Stored items
----

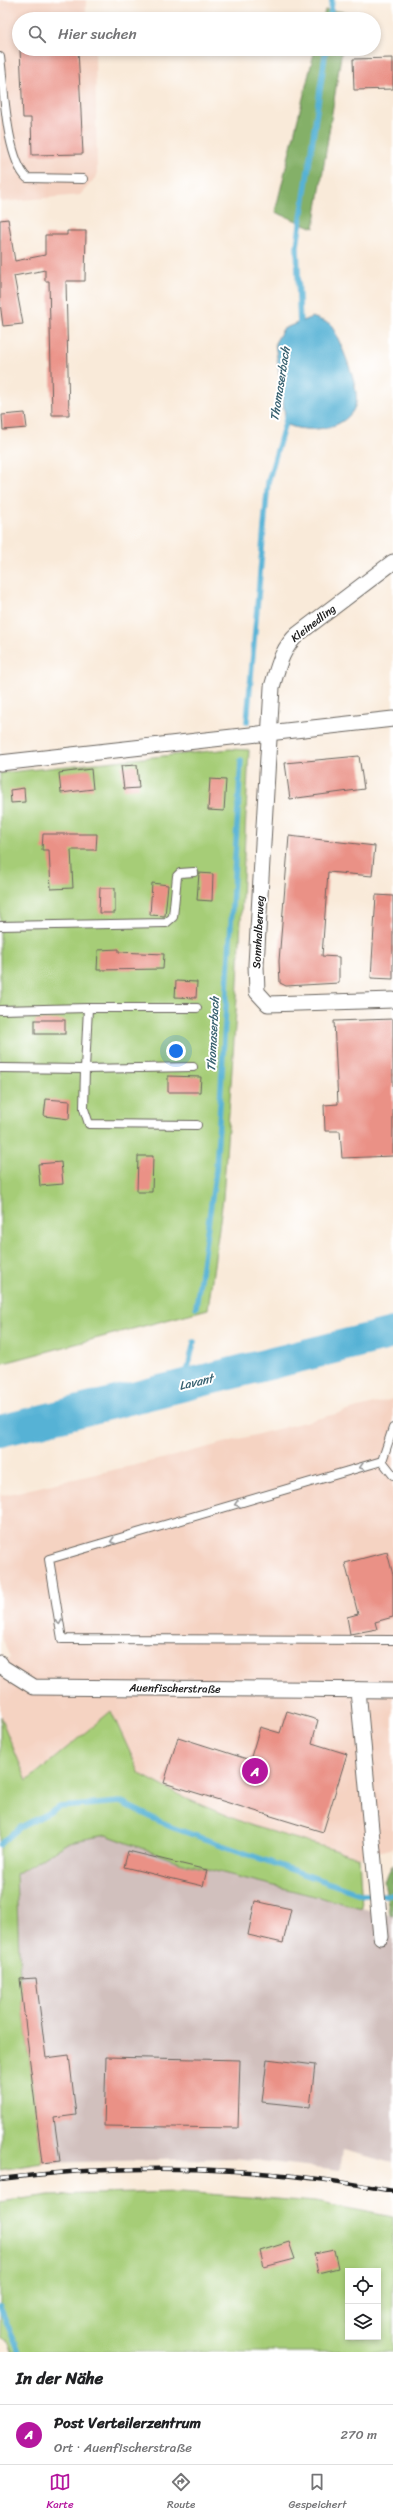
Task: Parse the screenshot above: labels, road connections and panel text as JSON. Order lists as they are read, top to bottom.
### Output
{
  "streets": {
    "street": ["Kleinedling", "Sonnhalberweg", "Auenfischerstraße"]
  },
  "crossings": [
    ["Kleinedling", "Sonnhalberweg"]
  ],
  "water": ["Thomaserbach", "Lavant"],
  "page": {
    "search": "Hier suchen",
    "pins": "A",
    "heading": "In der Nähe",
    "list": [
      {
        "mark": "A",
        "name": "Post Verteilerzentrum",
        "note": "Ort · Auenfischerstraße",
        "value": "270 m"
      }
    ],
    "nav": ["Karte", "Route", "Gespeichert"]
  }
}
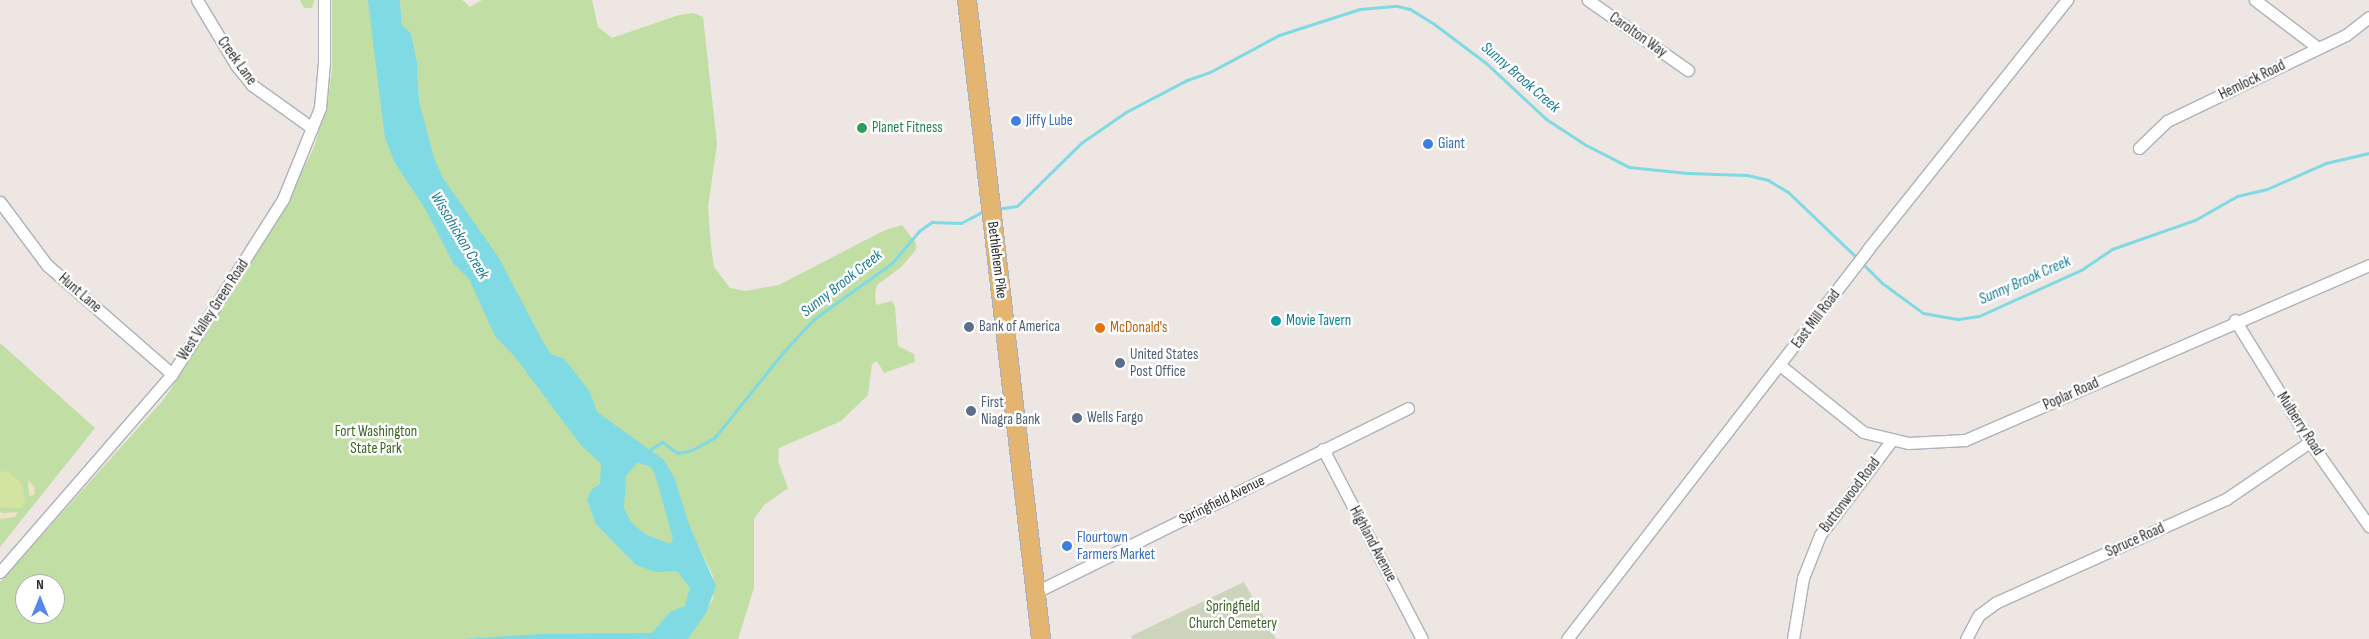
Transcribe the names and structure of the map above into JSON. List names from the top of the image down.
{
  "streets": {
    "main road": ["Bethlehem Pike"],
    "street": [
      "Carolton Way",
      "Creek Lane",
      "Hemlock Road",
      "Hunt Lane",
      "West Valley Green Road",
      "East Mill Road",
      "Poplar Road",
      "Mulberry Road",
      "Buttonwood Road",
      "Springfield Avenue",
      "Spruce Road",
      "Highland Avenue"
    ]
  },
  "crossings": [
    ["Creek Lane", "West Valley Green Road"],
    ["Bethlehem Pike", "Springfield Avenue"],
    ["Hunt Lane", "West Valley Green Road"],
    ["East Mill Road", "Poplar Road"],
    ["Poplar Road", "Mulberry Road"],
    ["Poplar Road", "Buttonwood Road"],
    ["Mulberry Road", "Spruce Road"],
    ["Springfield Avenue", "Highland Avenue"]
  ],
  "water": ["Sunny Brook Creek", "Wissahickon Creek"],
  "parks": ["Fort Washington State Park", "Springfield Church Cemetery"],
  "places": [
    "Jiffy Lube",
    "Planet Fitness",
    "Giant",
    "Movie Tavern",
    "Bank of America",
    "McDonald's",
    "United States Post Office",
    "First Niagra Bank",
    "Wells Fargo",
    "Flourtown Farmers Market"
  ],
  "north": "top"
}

----

The lines above must be transcribed exactly, with every picture left out.

Task: Parse the screenshot above: labels, road connections and panel text as JSON. Order lists as they are read, top to bottom.
### Output
{
  "streets": {
    "street": ["Kleinedling", "Sonnhalberweg", "Auenfischerstraße"]
  },
  "crossings": [
    ["Kleinedling", "Sonnhalberweg"]
  ],
  "water": ["Thomaserbach", "Lavant"],
  "page": {
    "search": "Hier suchen",
    "pins": "A",
    "heading": "In der Nähe",
    "list": [
      {
        "mark": "A",
        "name": "Post Verteilerzentrum",
        "note": "Ort · Auenfischerstraße",
        "value": "270 m"
      }
    ],
    "nav": ["Karte", "Route", "Gespeichert"]
  }
}
Transcribe the names and structure of the map above into JSON. List names from the top of the image down.
{
  "streets": {
    "main road": ["Bethlehem Pike"],
    "street": [
      "Carolton Way",
      "Creek Lane",
      "Hemlock Road",
      "Hunt Lane",
      "West Valley Green Road",
      "East Mill Road",
      "Poplar Road",
      "Mulberry Road",
      "Buttonwood Road",
      "Springfield Avenue",
      "Spruce Road",
      "Highland Avenue"
    ]
  },
  "crossings": [
    ["Creek Lane", "West Valley Green Road"],
    ["Bethlehem Pike", "Springfield Avenue"],
    ["Hunt Lane", "West Valley Green Road"],
    ["East Mill Road", "Poplar Road"],
    ["Poplar Road", "Mulberry Road"],
    ["Poplar Road", "Buttonwood Road"],
    ["Mulberry Road", "Spruce Road"],
    ["Springfield Avenue", "Highland Avenue"]
  ],
  "water": ["Sunny Brook Creek", "Wissahickon Creek"],
  "parks": ["Fort Washington State Park", "Springfield Church Cemetery"],
  "places": [
    "Jiffy Lube",
    "Planet Fitness",
    "Giant",
    "Movie Tavern",
    "Bank of America",
    "McDonald's",
    "United States Post Office",
    "First Niagra Bank",
    "Wells Fargo",
    "Flourtown Farmers Market"
  ],
  "north": "top"
}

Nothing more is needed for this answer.